▶ _What is needed_: Exclude the pictures, then restate exactly each line of the data below from the first through the line containing "filter:drop-shadow(2px 0 #c5c7cc)".

━━━━━━━━━━

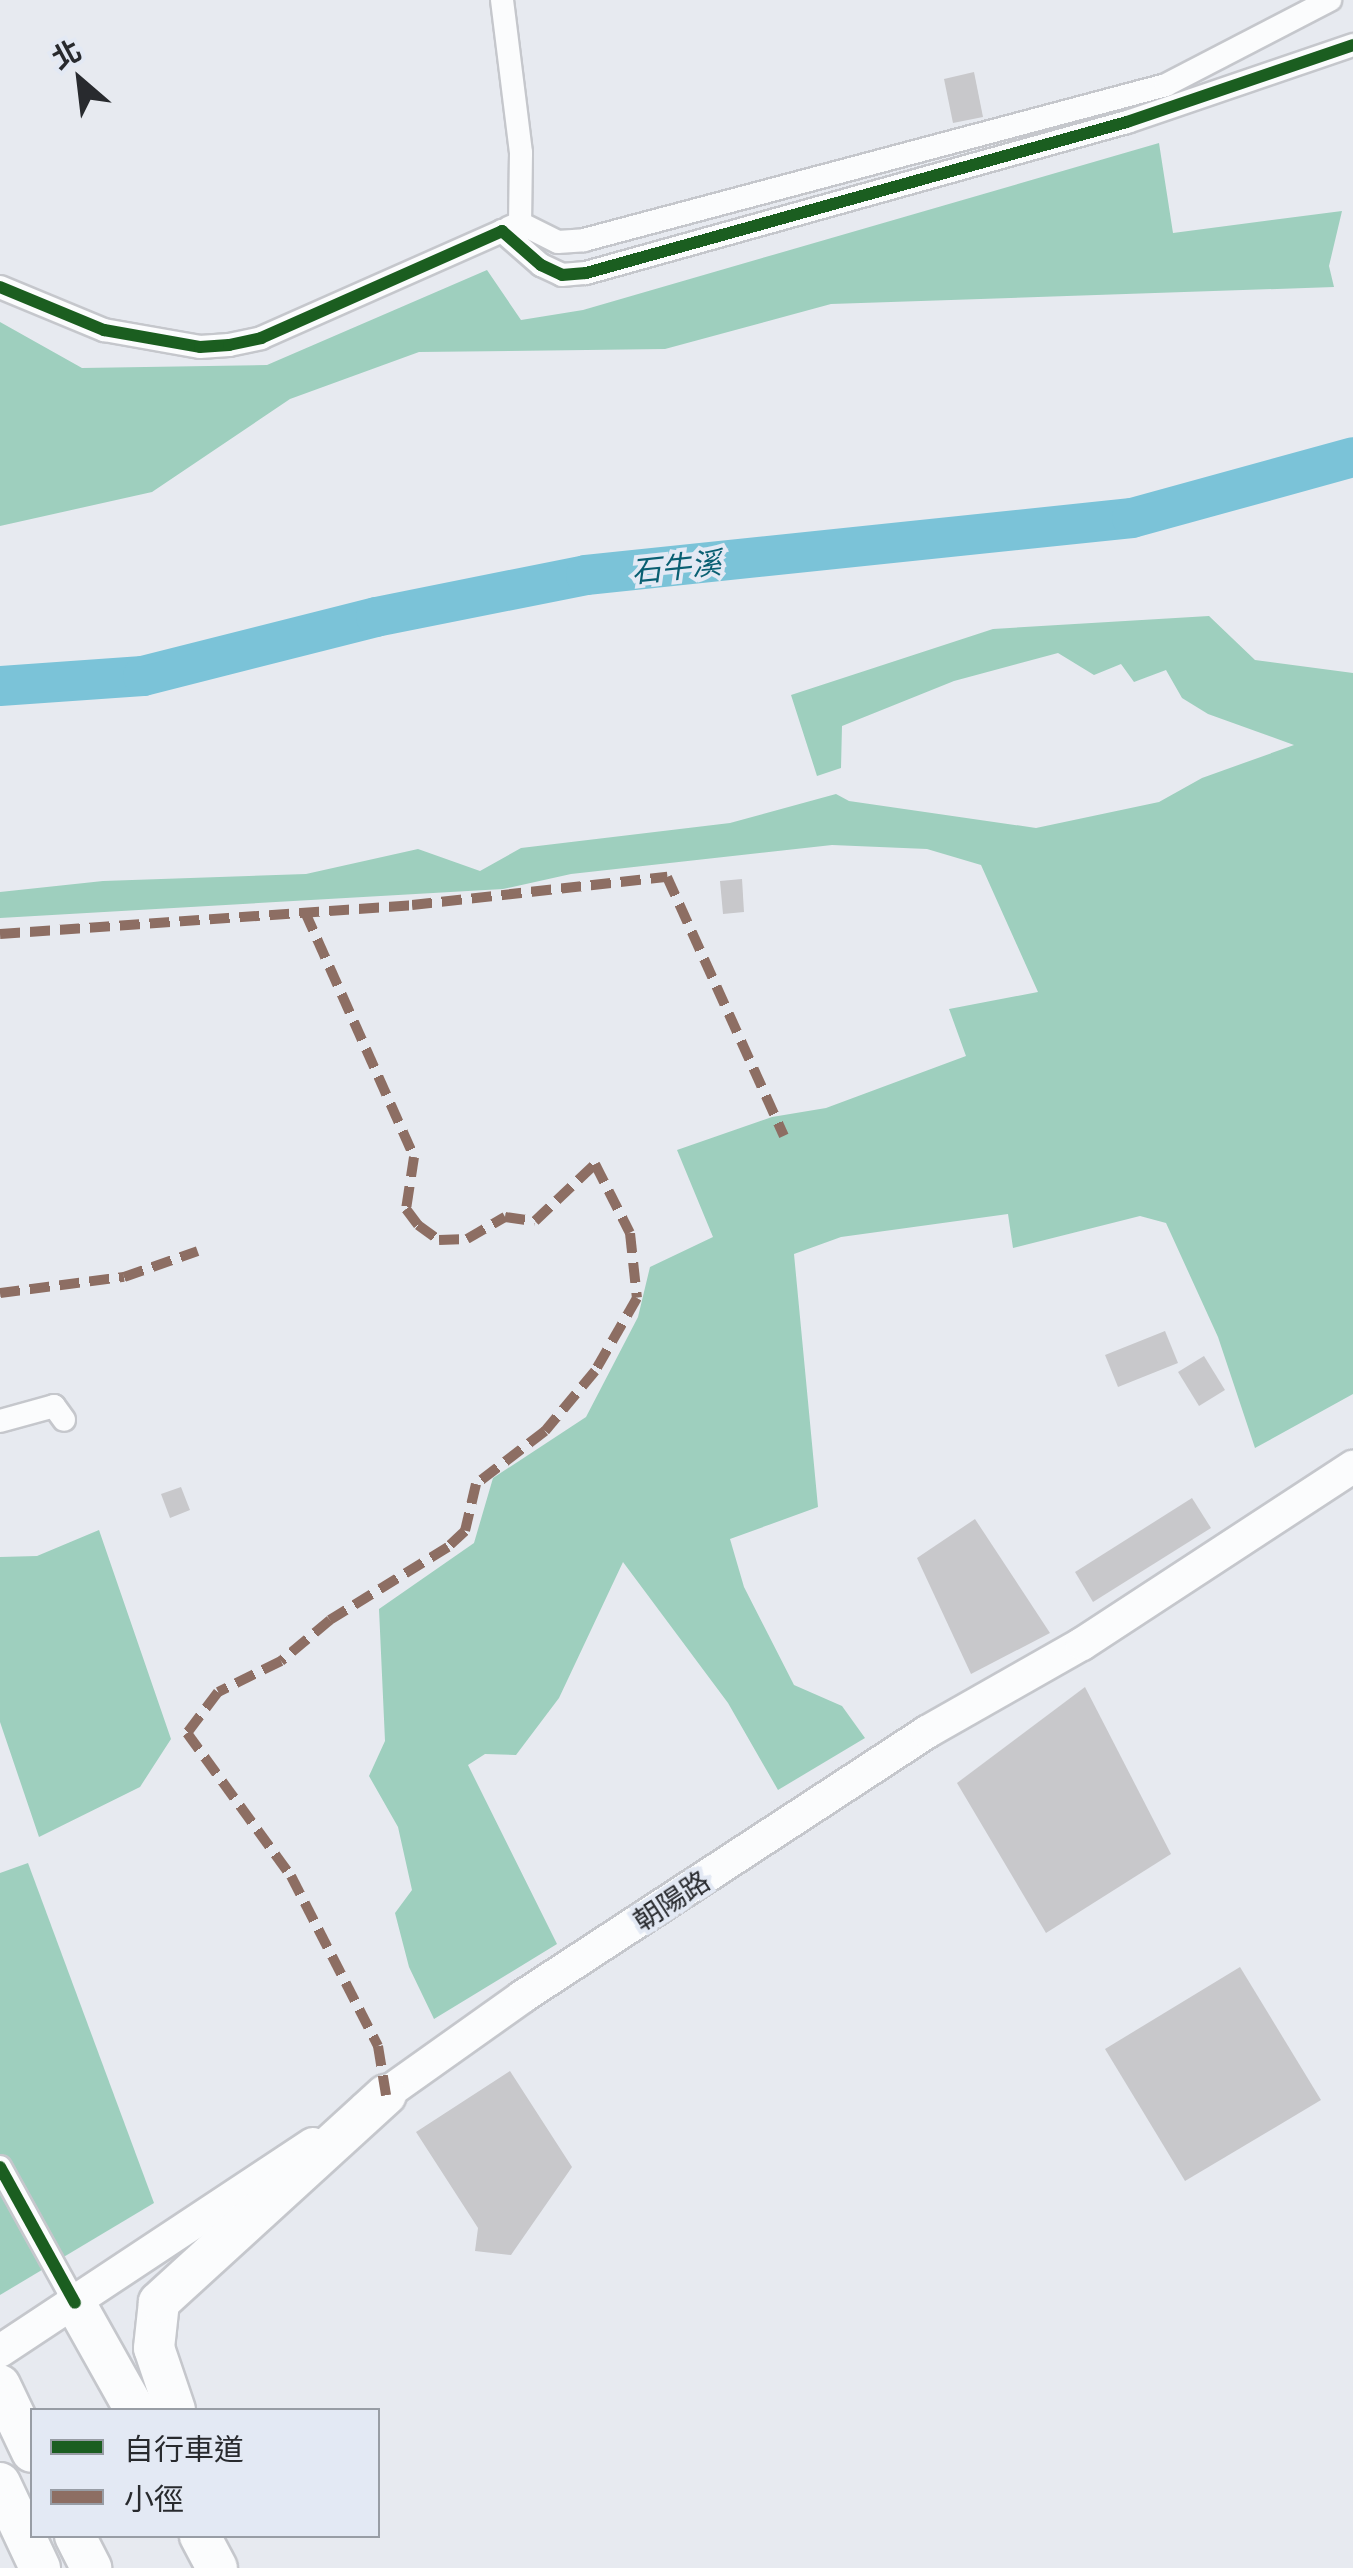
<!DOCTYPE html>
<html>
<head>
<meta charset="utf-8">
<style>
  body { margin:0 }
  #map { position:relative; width:1353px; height:2568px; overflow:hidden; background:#e7eaf0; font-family:Barlow,"Noto Sans TC",sans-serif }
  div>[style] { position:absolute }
  .forest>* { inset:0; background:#9ecfbe }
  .river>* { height:40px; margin:-20px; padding:0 20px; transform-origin:20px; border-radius:20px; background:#7bc3d8 }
  .building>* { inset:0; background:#c8c8cb }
  .roads { filter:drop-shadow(2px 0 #c5c7cc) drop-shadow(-2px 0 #c5c7cc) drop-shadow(0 2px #c5c7cc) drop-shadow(0 -2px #c5c7cc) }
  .minor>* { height:22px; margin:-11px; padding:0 11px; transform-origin:11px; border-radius:11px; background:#fbfcfd }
  .secondary>* { height:32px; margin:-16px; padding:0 16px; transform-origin:16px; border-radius:16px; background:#fbfcfd }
  .motorway>* { height:40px; margin:-20px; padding:0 20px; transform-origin:20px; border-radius:20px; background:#fbfcfd }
  .quiet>* { height:10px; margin-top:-5px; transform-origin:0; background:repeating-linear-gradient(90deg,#8d6e63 0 20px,transparent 0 30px) }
  .cycleway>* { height:12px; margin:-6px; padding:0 6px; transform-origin:6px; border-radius:6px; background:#1b5e20 }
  span { translate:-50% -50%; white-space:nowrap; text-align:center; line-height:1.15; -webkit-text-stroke:8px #e3e9f4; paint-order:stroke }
  .street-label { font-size:28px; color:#282a2e }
  .water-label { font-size:30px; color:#095f72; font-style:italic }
  .legend { position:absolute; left:30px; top:2408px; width:350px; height:130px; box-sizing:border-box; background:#e3e9f4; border:2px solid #989da5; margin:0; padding:12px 18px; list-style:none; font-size:30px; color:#282a2e }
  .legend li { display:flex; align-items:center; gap:20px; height:50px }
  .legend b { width:50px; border:2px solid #989da5 }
  .north { position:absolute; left:30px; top:30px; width:100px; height:100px; -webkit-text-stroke:8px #e3e9f4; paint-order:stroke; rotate:332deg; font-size:28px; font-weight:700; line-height:40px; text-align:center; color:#282a2e }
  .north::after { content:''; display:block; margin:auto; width:35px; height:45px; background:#282a2e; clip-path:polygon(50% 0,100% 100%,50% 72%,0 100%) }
</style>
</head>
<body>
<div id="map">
  <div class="forest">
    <div style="clip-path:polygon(1159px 143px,1173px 233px,1342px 211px,1329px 266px,1334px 287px,831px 304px,665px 349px,419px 352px,290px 399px,152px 492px,0 526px,0 322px,82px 368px,267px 365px,487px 270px,521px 320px,583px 310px)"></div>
    <div style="clip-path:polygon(1209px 616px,1255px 660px,1353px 673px,1353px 1394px,1255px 1448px,1218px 1337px,1166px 1223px,1140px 1216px,1013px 1248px,1008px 1214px,841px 1237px,794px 1254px,818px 1507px,730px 1539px,744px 1587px,794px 1685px,842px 1706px,865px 1738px,778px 1790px,728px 1703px,623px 1562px,559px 1698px,516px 1755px,485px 1754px,468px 1765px,557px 1944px,434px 2019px,409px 1967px,395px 1913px,412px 1890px,398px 1827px,369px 1776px,385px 1741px,379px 1609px,474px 1543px,493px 1478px,586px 1417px,638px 1317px,650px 1267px,713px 1237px,677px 1150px,772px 1117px,826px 1108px,966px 1056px,949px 1009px,1038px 992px,981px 865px,927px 849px,832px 845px,571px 874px,503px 889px,0 918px,0 892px,103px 881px,306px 874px,418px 849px,480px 871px,521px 848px,730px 823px,836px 794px,849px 801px,1036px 828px,1159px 802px,1202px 778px,1294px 745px,1208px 714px,1182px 698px,1166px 670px,1134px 682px,1121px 664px,1094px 675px,1058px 653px,954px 681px,842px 726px,841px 768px,817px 776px,791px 695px,993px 629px)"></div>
    <div style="clip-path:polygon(99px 1530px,171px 1739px,140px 1787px,39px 1837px,0 1722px,0 1557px,37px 1556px)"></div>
    <div style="clip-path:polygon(28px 1863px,154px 2203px,0 2295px,0 1873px)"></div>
  </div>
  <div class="river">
    <div style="left:0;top:686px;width:143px;rotate:-4deg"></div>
    <div style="left:143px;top:676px;width:240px;rotate:-14.2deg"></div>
    <div style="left:376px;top:617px;width:214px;rotate:-11.3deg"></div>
    <div style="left:586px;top:575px;width:549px;rotate:-5.96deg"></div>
    <div style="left:1132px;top:518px;width:229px;rotate:-15.4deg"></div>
  </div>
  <div class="building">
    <div style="clip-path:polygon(974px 72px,983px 117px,953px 123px,944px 79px)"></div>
    <div style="clip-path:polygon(742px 879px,744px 912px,723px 914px,720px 881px)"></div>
    <div style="clip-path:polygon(1165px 1331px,1178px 1363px,1118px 1387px,1105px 1355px)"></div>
    <div style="clip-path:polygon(1204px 1356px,1225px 1390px,1199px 1406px,1178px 1372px)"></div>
    <div style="clip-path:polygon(181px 1487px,190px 1510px,170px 1518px,161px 1494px)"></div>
    <div style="clip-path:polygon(1192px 1498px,1211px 1528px,1093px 1602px,1075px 1572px)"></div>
    <div style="clip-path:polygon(975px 1519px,1050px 1633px,971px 1674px,917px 1558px)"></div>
    <div style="clip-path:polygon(1085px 1687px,1171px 1854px,1046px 1933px,957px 1783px)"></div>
    <div style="clip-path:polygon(1240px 1967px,1321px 2100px,1185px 2181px,1105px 2049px)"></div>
    <div style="clip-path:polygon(510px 2071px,572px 2167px,511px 2255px,475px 2251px,478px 2228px,416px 2132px)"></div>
  </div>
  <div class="roads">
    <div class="minor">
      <div style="left:502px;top:0;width:154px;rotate:82.9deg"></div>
      <div style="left:521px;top:153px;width:70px;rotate:90.8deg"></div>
      <div style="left:520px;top:223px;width:13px;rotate:157deg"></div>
      <div style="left:520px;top:223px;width:42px;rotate:26.6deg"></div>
      <div style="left:558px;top:242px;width:26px;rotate:-4deg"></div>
      <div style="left:584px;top:240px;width:602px;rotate:-14.91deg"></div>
      <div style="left:1166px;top:85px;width:185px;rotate:-27.4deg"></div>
      <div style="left:0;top:287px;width:113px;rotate:22.5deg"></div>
      <div style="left:104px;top:330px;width:97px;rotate:10deg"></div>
      <div style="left:200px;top:347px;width:29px;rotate:-4deg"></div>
      <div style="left:229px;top:345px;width:33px;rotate:-12deg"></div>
      <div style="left:261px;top:338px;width:264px;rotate:-23.9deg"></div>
      <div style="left:502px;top:231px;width:52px;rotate:41.1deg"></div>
      <div style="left:541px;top:265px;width:23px;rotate:25deg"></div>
      <div style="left:562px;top:275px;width:24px;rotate:-5deg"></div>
      <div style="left:586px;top:273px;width:562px;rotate:-15.6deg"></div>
      <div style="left:1127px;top:122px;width:239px;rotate:-18.8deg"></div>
      <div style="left:0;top:1421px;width:56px;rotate:-15.5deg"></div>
      <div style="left:54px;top:1406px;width:17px;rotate:54deg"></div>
      <div style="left:0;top:2167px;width:155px;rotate:61.1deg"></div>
    </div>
    <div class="secondary">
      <div style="left:366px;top:2108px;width:191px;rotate:-35.4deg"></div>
      <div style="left:522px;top:1997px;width:484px;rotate:-33.2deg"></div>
      <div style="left:927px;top:1732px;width:178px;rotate:-29.6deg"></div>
      <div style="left:1082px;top:1644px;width:324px;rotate:-33.2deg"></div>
      <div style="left:0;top:2351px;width:375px;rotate:-33.5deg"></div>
    </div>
    <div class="motorway">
      <div style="left:75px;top:2303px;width:123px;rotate:60.7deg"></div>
      <div style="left:0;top:2385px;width:74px;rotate:64.5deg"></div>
      <div style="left:175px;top:2410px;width:65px;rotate:-108.7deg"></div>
      <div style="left:154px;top:2348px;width:46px;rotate:-83.8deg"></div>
      <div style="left:159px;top:2302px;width:307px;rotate:-42.4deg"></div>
      <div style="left:0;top:2483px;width:94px;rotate:64.8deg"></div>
      <div style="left:75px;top:2536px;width:36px;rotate:63deg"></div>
      <div style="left:200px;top:2536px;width:36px;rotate:62deg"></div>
    </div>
  </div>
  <div class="quiet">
    <div style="left:305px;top:912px;width:268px;rotate:66deg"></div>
    <div style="left:414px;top:1157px;width:53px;rotate:98.7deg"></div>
    <div style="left:406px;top:1209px;width:20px;rotate:53deg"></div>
    <div style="left:418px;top:1225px;width:26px;rotate:36deg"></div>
    <div style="left:439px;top:1240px;width:28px;rotate:-2deg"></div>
    <div style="left:467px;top:1239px;width:44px;rotate:-30.1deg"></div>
    <div style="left:505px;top:1217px;width:30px;rotate:8deg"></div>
    <div style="left:535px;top:1221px;width:83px;rotate:-43.5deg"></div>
    <div style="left:595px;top:1164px;width:77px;rotate:63.1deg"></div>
    <div style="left:630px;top:1233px;width:65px;rotate:83.9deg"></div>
    <div style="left:637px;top:1298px;width:84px;rotate:119.9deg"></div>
    <div style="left:595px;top:1371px;width:78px;rotate:129.8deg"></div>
    <div style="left:545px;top:1431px;width:87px;rotate:142.5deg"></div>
    <div style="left:476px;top:1484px;width:48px;rotate:103.2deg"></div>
    <div style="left:465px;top:1531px;width:23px;rotate:137deg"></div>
    <div style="left:448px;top:1547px;width:139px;rotate:148.3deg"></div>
    <div style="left:330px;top:1620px;width:64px;rotate:140.1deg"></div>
    <div style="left:281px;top:1661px;width:70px;rotate:153.8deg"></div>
    <div style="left:218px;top:1692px;width:51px;rotate:127.1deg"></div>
    <div style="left:187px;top:1733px;width:177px;rotate:54deg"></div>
    <div style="left:291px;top:1876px;width:191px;rotate:62.9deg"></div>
    <div style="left:378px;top:2046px;width:50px;rotate:80.7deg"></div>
    <div style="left:0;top:934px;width:413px;rotate:-4deg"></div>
    <div style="left:412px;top:905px;width:257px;rotate:-6.3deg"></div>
    <div style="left:667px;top:877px;width:284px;rotate:65.7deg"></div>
    <div style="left:0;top:1293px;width:125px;rotate:-7.4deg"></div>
    <div style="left:124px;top:1277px;width:78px;rotate:-19.4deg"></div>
  </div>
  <div class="cycleway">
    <div style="left:0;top:287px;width:113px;rotate:22.5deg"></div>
    <div style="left:104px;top:330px;width:97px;rotate:10deg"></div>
    <div style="left:200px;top:347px;width:29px;rotate:-4deg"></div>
    <div style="left:229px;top:345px;width:33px;rotate:-12deg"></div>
    <div style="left:261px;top:338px;width:264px;rotate:-23.9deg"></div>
    <div style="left:502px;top:231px;width:52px;rotate:41.1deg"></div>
    <div style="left:541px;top:265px;width:23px;rotate:25deg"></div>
    <div style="left:562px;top:275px;width:24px;rotate:-5deg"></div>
    <div style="left:586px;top:273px;width:562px;rotate:-15.6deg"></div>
    <div style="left:1127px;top:122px;width:239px;rotate:-18.8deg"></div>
    <div style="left:0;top:2167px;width:155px;rotate:61.1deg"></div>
  </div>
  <div class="street-label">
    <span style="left:671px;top:1900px;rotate:-33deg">朝陽路</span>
  </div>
  <div class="water-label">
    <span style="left:676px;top:566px;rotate:-6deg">石牛溪</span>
  </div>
  <ul class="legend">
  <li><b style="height:12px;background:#1b5e20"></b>自行車道</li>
  <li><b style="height:12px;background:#8d6e63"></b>小徑</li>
  </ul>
  <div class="north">北</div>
</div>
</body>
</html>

━━━━━━━━━━

▶ _Written response_:
<!DOCTYPE html>
<html>
<head>
<meta charset="utf-8">
<style>
  body { margin:0 }
  #map { position:relative; width:1353px; height:2568px; overflow:hidden; background:#e7eaf0; font-family:Barlow,"Noto Sans TC",sans-serif }
  div>[style] { position:absolute }
  .forest>* { inset:0; background:#9ecfbe }
  .river>* { height:40px; margin:-20px; padding:0 20px; transform-origin:20px; border-radius:20px; background:#7bc3d8 }
  .building>* { inset:0; background:#c8c8cb }
  .roads { filter:drop-shadow(2px 0 #c5c7cc) drop-shadow(-2px 0 #c5c7cc) drop-shadow(0 2px #c5c7cc) drop-shadow(0 -2px #c5c7cc) }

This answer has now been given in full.